Thursday, 16 April 2015

components - What are the characteristics of a memristor?


This is an in-spirit follow-up to my earlier question.


So I'm an electronics hobbyist, and I've been curious for a while about the proposed new component, the memristor. My research has turned up this link demonstrating the creation of one, and now I'm wondering, how do you define and measure a memristor? If a memristor relates charge and flux, how does an oxidized metal perform like this? finally, do all (or most) metal oxides have these characteristics?


I realize that this is probably a lot, but what I've seen out on the internet regarding this has left me very confused. Thank you for your help.



Answer



If a resistor is a device where \$\mathrm{d}v = R\mathrm{d}i\$, than resistance is EMF (\$v\$) divided by current (\$i\$), or in SI units, volts \$(V)\$ divided by amperes (\$A\$). We can define the volt in terms of SI base units:



$$ V = \frac{kg \cdot m^2}{A \cdot s^3} $$


The ampere is already an SI base unit. The volt divided by the ampere is then the ohm:


$$ \Omega = \frac{V}{A} = \frac{\frac{kg \cdot m^2}{A \cdot s^3}}{A} = \frac{kg \cdot m^2}{A^2 \cdot s^3}$$


A memristor is where \$\mathrm{d}\phi = M\mathrm{d}q\$, so memristance must be magnetic flux (\$\phi\$) divided by charge (\$q\$), or in SI units, webers (\$Wb\$) divided by coulombs (\$C\$). Defined by SI base units:


$$ Wb = V \cdot s = \frac{kg \cdot m^2}{A \cdot s^2} $$


$$ C = A \cdot s $$


Then the weber divided by the coulomb is our unit of memristance:


$$ \text{unit of memristance} = \frac{Wb}{C} = \frac{\frac{kg \cdot m^2}{A \cdot s^2}}{A \cdot s} = \frac{kg \cdot m^2}{A^2 \cdot s^3}$$


Which, one can see, is identical to the ohm. So, memristance is measured in ohms, just like resistance.

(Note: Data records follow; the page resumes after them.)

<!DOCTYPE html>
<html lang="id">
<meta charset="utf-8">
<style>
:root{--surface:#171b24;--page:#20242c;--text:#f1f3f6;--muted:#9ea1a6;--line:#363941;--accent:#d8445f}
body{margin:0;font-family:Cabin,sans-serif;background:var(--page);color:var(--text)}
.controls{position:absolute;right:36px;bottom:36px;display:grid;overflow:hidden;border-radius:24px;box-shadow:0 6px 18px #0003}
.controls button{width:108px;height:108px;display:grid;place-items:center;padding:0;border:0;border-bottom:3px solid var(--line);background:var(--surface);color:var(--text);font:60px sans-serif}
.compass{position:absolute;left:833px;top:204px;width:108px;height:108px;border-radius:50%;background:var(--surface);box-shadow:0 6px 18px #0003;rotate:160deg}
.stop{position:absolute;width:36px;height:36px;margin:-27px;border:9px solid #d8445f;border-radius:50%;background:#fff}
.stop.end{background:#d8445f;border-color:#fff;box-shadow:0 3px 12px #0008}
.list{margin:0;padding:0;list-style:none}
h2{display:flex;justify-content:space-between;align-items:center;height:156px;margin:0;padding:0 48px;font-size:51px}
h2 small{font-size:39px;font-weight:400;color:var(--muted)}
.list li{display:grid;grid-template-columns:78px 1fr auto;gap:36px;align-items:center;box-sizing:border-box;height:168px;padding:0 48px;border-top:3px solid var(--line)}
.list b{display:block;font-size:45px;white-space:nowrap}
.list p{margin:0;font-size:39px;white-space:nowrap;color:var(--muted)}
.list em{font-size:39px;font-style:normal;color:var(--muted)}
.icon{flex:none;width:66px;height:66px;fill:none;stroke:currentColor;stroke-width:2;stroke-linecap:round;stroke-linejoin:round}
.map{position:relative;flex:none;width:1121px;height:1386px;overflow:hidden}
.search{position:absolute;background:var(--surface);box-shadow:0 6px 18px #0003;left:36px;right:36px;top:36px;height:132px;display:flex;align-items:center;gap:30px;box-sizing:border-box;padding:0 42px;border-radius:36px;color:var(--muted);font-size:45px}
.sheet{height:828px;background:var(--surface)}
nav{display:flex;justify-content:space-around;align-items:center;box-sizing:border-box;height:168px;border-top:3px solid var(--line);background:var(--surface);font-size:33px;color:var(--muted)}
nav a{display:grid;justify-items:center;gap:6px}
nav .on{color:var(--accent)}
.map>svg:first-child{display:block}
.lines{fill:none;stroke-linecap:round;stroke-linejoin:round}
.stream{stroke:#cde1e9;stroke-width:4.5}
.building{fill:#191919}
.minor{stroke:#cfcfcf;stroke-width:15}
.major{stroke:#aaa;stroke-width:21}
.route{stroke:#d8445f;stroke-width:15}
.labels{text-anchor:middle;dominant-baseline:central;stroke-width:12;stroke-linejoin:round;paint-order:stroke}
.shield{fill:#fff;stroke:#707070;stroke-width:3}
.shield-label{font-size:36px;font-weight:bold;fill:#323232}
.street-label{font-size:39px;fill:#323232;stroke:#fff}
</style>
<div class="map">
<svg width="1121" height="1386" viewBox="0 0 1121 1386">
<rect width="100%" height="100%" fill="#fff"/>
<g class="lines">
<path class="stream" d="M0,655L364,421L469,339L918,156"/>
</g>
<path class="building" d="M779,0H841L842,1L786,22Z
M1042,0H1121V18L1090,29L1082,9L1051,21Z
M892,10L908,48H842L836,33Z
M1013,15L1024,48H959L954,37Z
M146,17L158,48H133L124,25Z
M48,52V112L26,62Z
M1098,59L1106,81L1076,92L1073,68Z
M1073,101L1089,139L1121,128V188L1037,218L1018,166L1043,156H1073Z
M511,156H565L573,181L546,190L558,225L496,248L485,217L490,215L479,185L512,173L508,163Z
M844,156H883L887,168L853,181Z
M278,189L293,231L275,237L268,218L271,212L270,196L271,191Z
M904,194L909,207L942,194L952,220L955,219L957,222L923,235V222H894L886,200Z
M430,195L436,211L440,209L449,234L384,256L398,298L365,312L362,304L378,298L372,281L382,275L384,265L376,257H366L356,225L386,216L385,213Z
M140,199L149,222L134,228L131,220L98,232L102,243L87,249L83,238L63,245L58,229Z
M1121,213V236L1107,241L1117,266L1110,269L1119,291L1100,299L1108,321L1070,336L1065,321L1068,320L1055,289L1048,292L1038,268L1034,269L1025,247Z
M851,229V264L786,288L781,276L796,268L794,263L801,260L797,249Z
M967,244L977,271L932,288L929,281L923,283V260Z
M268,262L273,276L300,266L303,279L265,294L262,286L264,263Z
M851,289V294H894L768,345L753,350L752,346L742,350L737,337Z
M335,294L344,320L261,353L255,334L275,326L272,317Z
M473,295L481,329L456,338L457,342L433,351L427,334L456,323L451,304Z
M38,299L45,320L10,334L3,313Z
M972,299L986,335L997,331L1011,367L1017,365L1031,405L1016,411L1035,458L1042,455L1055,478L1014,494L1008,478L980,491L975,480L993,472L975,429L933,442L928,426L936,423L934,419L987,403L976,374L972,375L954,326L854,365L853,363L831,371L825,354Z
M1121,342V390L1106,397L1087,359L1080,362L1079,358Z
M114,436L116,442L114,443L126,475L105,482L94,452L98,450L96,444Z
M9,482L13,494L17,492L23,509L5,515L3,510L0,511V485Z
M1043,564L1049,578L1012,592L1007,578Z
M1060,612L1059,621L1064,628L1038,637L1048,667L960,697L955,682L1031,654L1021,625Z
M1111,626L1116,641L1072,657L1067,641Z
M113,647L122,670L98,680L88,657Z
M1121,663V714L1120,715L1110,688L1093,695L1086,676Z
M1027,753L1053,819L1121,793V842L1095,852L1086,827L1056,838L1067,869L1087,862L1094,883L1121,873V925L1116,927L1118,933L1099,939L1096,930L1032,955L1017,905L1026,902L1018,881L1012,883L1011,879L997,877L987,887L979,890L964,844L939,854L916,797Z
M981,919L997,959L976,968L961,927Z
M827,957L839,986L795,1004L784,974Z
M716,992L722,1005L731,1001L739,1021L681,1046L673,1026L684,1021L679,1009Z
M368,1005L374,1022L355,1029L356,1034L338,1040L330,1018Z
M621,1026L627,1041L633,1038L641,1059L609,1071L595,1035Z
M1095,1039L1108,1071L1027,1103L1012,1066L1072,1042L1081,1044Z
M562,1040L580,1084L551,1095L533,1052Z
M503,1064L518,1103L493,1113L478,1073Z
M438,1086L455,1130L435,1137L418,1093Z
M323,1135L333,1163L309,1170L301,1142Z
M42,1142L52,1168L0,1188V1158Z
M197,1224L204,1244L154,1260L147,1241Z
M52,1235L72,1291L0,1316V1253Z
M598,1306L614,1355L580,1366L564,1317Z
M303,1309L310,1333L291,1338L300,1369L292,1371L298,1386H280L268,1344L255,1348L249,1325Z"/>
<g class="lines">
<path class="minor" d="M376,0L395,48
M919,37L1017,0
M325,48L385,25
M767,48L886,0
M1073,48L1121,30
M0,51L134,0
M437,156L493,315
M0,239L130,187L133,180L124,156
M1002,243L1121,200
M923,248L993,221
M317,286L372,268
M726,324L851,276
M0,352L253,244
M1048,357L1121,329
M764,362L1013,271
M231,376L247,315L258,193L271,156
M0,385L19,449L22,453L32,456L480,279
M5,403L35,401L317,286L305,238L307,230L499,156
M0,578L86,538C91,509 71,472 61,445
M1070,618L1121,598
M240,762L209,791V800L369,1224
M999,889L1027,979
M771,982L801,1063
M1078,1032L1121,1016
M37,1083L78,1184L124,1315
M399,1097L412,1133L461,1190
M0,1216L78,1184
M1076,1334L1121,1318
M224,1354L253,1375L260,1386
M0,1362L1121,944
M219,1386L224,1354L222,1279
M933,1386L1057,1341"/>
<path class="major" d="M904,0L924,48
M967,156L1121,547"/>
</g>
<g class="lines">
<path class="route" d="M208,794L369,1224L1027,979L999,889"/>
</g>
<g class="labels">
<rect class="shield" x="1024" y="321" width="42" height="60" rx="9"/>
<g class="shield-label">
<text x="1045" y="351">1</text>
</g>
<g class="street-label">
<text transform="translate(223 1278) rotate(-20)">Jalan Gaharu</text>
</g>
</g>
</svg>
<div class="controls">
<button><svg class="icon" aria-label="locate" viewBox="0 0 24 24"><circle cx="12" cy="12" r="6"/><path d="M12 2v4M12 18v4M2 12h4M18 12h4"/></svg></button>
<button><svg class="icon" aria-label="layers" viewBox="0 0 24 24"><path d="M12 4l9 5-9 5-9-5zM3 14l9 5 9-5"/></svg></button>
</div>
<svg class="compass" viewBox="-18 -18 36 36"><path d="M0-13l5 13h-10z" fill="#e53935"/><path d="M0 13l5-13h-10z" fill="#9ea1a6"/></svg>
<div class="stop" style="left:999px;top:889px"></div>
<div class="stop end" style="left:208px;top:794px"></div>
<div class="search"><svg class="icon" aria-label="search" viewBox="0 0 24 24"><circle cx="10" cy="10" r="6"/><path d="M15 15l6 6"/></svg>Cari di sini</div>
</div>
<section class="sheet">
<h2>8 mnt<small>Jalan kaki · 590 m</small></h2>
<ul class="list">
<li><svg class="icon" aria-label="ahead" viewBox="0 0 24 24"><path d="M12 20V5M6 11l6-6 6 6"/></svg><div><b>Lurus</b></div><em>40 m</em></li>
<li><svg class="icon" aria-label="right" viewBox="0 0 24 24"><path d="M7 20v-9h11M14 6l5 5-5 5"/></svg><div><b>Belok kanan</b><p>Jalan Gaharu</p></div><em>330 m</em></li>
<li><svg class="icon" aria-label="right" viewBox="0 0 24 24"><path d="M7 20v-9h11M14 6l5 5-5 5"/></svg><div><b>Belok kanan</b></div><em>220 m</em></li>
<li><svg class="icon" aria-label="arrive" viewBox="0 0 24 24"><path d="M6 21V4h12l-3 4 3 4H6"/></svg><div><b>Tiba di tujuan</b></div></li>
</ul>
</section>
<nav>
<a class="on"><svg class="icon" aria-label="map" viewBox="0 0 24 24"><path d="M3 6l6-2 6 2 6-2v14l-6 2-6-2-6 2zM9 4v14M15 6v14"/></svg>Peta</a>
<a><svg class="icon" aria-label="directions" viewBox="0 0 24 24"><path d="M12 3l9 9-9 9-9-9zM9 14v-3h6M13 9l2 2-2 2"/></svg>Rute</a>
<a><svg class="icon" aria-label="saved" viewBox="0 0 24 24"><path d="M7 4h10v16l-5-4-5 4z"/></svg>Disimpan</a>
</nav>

If you don't strip everything to base units, then the equivalence can be more simply expressed:



$$ \require{cancel} \frac{Wb}{C} = \frac{V \cdot s}{A \cdot s} = \frac{V}{A} = \Omega$$


I find this the most interesting approach, because it can be seen that a memristor integrates both EMF and current (as indicated by the \$\cdot s\$ in the numerator and the denominator). It's as if it's somehow an inductor and a capacitor at the same time, and in doing so, the time terms cancel, and it becomes neither. If you were to remove just one of the \$s\$ terms, then you'd be left with the henry or the farad, but with both you get back to the ohm.


Of course, if \$M\$ in \$\mathrm{d}\phi = M\mathrm{d}q\$ is just a constant, then the time terms really do cancel and you are left with just an ordinary resistor. As Wikipedia puts it:



There is no such thing as a standard memristor. Instead, each device implements a particular function, wherein the integral of voltage determines the integral of current, and vice versa. A linear time-invariant memristor, with a constant value for \$M\$, is simply a conventional resistor.



What makes memristors fancy is that \$M\$ is a function (usually defined as a function of the time integral of current: charge, but could be defined as a function of the time integral of voltage: flux). Because \$M\$ is a function, it allows one to have a device where \$\mathrm{d}v/\mathrm{d}i\$ (usually we'd call that resistance) changes based on what's happened so far: how much current, or how much voltage, there has been in the past. The discrepancy is explained by physical effects I don't really understand, like the arrangement of oxides on microscopic structures, or something. They get rearranged as charge moves through, changing the voltage it will take to move additional charge (resistance).


Inductors and capacitors do this also, but unlike a capacitor, where getting the voltage to \$0V\$ requires bringing the time integral of current, charge, to \$0C\$, and unlike inductors, where getting the current to \$0A\$ requires bring the time integral of voltage, flux, to \$0Wb\$, a memristor can go to \$0A\$ and \$0V\$ without requiring charge or flux to go to zero. Thus, they don't lose their memory of the past when no current or voltage is applied.


That also means if you graph for a memristor voltage on one axis, and current on the other, you don't get a straight line (that would be a resistor), but you do get a hysteresis loop that always passes through the origin, \$0V\$ and \$0A\$. Just where that loop goes at other points depends on the kind of memristor.